Thank you for your interest in Winning More Customers with Multiple Matching.
One of our industry’s challenges is the balance we need to strike between making it easy for customers to access services on line and the need to operate with full compliance to industry regulation.
As a long-established player in the identity verification space, GBG is uniquely placed to understand how regulation and technology have evolved in tandem over the last three decades.
We know that multiple data sources are needed to provide confidence of identity but matching technology is where the real expertise lies in order to make sure you get the maximum number of customers on board - compliantly.
This whitepaper will discuss the four core principles that apply to optimising the matching of multiple data sources: configurability, granularity, transparency and triangulation.
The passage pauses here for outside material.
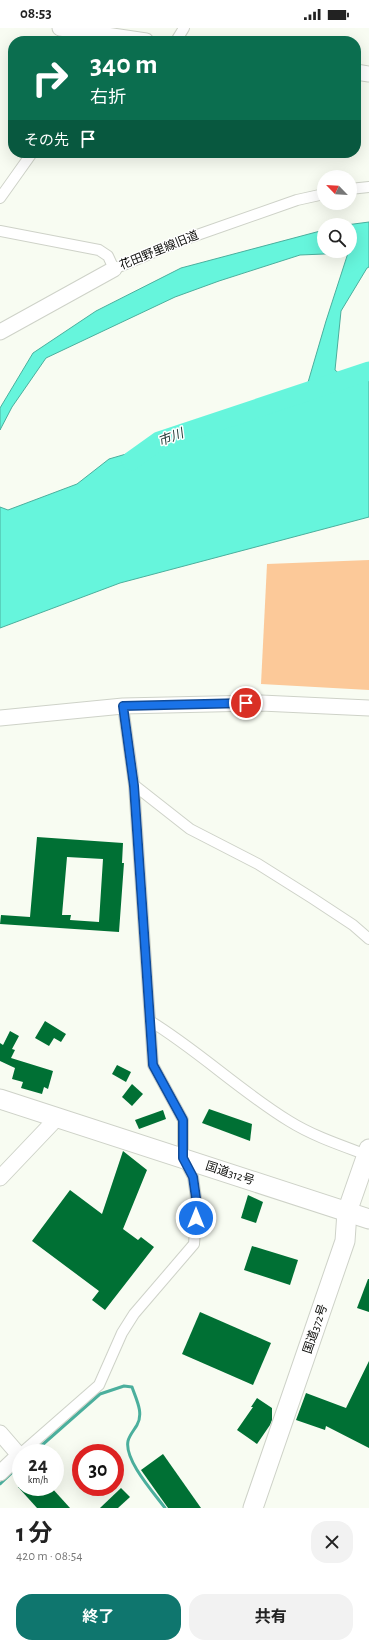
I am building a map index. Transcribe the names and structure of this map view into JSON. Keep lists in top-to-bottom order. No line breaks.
{"streets":{"highway":["国道312号","国道372号"],"street":["花田野里線旧道"]},"crossings":[["国道312号","国道372号"]],"water":["市川"],"north":"top left","page":{"status":"08:53","turn":["340 m","右折"],"then":"その先","speed":"24 km/h","limit":"30","heading":["1 分","420 m · 08:54"],"buttons":["終了","共有"]}}
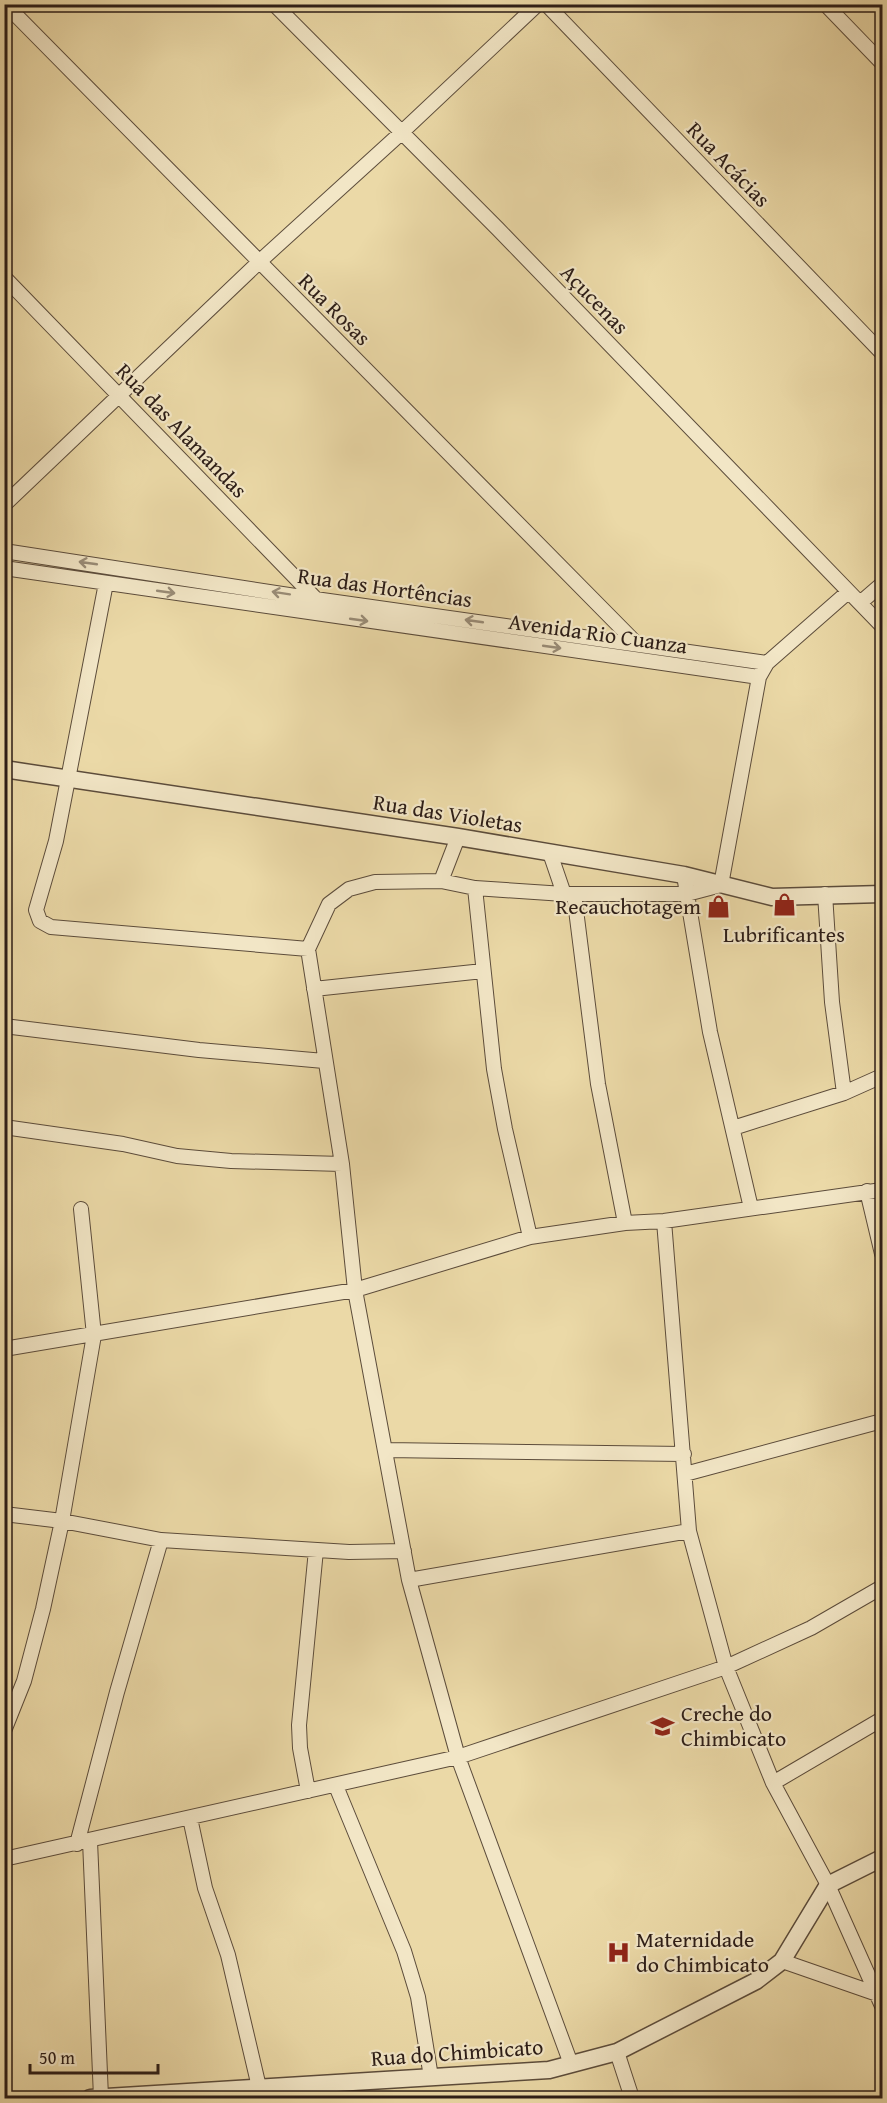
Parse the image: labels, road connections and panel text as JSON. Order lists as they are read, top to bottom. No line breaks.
{"streets":{"street":["Rua Acácias","Açucenas","Rua Rosas","Rua das Alamandas","Rua das Hortências","Avenida Rio Cuanza","Rua das Violetas","Rua do Chimbicato"]},"crossings":[["Rua Rosas","Rua das Hortências"],["Rua das Alamandas","Rua das Hortências"],["Rua das Alamandas","Avenida Rio Cuanza"]],"one_way":["Rua das Hortências","Avenida Rio Cuanza"],"places":{"shop":["Lubrificantes","Recauchotagem"],"school or university":["Creche do Chimbicato"],"hospital":["Maternidade do Chimbicato"]},"scale_bar":"50 m"}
The correct application of these principles ensures you achieve the critical balance of full regulatory compliance while onboarding the maximum number of good customers.
I hope you find this guide valuable and it helps your organisation achieve robust, sustainable and scalable identity verification.
Nick Brown
GBG Group Managing Director
What is Winning More Customers with Multiple Matching?
Winning More Customers with Multiple Matching says true multiple matching compliance can only be achieved successfully by following four core principles:
- Configurability
- Granularity
- Transparency
- Triangulation
This report exists to illustrate the shortcomings of ‘black box’ identity verification solutions and makes the case for true multiple-matching compliance.
What is multiple matching?
When you’re verifying someone’s identity, you’re expected to match multiple pieces of their personal information against multiple independent and trusted data sources.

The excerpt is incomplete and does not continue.